Thoreau said, “Could a greater miracle take place than for us to look through each other’s eyes for an instant?”
When Robin Wall Kimmerer spoke recently at Greenfield High School, sponsored by the Nolumbeka Project, she taught us how to look through two eyes—the eyes of indigenous wisdom and the eyes of science. Robin is “a mother, scientist, decorated professor, and enrolled member of the Citizen Potawatomi Nation.” She is the author of Braiding Sweetgrass, and since hearing her talk I have been trying on the two eyes of seeing in many contexts. She told us, it’s not about blending the two perspectives. It’s about holding each and keeping them in conversation.
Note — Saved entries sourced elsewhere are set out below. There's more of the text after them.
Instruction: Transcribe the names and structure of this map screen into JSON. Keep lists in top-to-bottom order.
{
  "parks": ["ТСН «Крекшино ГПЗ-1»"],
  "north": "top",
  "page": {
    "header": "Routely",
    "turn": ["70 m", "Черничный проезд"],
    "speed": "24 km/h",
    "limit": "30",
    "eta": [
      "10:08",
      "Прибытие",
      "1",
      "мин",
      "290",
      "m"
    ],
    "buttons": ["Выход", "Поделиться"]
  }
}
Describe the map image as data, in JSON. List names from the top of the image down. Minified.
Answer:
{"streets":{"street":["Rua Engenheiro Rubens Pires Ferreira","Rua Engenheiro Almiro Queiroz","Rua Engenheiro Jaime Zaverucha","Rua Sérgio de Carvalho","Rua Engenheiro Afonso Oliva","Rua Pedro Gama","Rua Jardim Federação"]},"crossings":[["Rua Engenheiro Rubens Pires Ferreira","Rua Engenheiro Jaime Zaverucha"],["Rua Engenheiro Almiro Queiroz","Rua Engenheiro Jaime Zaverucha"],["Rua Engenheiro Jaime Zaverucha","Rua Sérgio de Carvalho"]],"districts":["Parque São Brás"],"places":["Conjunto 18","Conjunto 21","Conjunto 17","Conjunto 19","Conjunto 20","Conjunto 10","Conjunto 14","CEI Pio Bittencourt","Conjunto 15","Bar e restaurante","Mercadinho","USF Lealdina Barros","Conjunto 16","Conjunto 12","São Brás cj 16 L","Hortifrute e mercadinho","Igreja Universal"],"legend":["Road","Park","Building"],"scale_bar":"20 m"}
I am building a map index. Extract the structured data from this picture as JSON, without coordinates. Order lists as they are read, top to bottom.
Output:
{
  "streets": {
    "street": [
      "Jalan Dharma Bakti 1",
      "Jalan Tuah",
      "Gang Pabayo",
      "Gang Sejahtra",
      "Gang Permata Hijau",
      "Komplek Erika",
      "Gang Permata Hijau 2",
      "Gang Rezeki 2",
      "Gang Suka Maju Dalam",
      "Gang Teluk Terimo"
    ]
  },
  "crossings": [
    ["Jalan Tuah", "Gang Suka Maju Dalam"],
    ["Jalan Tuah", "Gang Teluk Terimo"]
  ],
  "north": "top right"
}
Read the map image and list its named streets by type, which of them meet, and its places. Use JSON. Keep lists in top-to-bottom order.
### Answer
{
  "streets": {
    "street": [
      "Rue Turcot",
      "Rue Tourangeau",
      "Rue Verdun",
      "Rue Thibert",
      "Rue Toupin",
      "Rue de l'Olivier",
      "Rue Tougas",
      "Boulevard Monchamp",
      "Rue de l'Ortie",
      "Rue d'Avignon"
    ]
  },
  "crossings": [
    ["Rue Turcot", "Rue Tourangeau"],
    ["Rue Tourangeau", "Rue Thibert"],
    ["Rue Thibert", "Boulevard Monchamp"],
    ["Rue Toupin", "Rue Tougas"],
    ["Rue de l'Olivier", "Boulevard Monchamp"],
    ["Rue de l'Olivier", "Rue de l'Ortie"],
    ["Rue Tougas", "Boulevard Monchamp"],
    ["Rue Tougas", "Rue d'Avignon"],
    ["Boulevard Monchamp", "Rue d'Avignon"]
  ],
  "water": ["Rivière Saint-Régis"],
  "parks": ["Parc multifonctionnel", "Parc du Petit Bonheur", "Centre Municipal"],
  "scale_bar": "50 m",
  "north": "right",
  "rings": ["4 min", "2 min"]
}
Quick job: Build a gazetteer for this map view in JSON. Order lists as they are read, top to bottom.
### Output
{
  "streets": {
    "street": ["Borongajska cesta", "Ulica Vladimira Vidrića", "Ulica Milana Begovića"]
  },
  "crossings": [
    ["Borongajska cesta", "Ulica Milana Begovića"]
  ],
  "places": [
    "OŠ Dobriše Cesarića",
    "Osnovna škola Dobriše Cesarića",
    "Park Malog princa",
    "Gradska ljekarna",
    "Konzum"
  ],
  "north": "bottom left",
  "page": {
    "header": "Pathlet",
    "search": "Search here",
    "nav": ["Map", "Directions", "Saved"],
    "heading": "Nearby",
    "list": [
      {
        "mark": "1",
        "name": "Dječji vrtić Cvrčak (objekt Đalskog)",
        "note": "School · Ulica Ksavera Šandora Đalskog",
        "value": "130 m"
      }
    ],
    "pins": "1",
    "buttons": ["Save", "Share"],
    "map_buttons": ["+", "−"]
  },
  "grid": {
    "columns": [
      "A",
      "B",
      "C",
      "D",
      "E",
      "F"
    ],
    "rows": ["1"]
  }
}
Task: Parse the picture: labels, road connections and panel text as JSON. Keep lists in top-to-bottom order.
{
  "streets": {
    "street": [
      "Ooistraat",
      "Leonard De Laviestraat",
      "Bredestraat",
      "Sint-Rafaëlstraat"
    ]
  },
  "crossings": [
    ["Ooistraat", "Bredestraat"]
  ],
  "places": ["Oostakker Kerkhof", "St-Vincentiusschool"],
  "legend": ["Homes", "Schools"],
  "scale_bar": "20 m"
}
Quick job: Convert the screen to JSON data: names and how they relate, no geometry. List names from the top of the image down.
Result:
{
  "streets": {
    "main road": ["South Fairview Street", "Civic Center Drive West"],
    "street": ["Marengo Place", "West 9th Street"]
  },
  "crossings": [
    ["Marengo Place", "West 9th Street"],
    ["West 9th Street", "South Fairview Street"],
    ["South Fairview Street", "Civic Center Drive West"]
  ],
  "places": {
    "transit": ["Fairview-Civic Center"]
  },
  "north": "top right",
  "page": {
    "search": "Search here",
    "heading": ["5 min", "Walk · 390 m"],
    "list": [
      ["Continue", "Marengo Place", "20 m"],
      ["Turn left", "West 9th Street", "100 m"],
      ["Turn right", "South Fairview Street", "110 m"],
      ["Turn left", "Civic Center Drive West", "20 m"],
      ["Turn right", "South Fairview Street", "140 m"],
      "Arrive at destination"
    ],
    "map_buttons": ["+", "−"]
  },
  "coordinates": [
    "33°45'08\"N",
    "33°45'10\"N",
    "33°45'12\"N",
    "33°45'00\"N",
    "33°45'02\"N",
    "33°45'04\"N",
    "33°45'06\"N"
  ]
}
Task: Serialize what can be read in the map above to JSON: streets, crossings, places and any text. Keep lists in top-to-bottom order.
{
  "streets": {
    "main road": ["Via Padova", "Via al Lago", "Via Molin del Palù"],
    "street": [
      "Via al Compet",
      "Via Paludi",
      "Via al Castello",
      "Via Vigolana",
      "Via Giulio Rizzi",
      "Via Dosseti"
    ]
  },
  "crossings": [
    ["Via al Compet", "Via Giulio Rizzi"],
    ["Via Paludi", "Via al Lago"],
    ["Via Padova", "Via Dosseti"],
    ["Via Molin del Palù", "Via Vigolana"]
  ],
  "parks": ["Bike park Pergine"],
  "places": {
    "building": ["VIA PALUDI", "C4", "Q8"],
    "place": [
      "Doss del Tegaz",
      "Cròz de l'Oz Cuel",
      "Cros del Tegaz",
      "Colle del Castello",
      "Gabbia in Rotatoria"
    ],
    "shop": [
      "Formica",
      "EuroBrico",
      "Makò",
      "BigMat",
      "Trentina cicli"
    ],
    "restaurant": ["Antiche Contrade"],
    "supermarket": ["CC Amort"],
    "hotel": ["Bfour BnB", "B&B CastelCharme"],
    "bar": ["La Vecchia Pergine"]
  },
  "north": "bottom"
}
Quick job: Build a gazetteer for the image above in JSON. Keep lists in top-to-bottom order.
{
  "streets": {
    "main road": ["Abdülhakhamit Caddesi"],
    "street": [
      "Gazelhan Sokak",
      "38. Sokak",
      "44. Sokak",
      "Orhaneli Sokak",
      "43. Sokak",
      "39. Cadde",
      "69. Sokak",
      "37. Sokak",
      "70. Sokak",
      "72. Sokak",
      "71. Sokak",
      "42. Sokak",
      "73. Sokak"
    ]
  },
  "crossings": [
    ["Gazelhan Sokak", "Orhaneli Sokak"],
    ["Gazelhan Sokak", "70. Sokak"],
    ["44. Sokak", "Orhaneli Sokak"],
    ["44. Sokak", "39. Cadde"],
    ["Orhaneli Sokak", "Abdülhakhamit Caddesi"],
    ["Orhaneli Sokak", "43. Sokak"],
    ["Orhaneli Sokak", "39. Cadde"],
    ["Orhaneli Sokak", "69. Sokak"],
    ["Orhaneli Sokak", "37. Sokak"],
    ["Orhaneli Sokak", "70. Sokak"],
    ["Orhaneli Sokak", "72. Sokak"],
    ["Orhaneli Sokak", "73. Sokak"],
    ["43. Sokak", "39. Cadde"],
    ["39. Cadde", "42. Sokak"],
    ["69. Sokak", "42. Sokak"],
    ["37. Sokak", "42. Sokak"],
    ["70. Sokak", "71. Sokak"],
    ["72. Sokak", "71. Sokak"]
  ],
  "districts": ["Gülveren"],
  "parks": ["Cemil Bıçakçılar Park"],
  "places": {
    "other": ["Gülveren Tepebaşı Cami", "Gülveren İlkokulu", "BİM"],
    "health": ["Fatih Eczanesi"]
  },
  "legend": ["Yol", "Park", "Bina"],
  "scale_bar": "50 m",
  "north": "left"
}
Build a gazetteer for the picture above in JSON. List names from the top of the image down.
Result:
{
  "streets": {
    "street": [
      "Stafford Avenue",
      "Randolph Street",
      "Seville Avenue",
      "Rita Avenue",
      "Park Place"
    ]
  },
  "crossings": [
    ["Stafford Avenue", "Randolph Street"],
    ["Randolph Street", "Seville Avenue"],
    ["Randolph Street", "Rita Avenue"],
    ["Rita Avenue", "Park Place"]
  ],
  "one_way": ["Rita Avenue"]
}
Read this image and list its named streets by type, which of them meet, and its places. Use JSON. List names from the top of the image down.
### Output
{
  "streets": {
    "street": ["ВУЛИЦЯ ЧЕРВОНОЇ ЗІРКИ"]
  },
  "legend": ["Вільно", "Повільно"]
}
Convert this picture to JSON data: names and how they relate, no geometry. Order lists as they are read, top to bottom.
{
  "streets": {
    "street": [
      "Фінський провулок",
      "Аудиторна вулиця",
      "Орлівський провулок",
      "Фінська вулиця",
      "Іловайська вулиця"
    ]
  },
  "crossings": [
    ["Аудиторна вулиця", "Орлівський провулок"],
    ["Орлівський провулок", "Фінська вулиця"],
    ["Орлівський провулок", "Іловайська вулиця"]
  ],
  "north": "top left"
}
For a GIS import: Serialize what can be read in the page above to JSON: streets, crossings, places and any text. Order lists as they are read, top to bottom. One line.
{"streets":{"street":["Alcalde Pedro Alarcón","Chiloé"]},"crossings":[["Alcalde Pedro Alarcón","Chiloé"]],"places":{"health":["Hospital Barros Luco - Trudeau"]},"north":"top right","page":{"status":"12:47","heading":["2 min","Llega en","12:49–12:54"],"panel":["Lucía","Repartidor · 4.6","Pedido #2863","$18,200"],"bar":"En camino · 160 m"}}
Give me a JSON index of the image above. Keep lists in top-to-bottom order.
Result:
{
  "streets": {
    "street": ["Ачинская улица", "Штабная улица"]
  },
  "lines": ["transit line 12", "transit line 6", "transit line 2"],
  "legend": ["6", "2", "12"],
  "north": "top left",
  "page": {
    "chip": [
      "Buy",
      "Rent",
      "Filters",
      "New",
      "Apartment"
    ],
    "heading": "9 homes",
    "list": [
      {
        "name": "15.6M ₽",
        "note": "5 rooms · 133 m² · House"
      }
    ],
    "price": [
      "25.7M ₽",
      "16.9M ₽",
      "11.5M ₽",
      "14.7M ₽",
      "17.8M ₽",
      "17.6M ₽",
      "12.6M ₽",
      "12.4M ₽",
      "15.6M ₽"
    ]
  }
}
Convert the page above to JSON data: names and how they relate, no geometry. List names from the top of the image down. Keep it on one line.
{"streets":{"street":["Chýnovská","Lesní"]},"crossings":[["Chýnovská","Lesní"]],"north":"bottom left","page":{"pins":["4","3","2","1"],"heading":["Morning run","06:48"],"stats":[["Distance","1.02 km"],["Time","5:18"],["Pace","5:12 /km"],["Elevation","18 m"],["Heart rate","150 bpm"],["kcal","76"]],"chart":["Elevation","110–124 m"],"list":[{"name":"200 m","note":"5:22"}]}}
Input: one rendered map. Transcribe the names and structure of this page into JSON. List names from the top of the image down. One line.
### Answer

As Journey Camp begins—a peace camp I’ve directed for 29 years—I ask the campers to put on glasses that allow them to see the essence of each person, their goodness, their importance. A word from India, “namaste,” encompasses that way of seeing, and we start each day singing to each other. “Namaste, namaste, I see the good in you. I’m so glad you’re here.” That short song sets
an intention that ripples through the camp. Among our six social agreements and guidelines is “Friendly Talking.” That means to treat everyone in a friendly way, including yourself. Other agreements speak of the power to say “Stop, I don’t like that,” or talk things out, but this primary cloud of care is foundational.
In the fullness of summer, in this full spectrum light, may we listen to each other from that place of pausing to hear and value, and looking through each other’s eyes.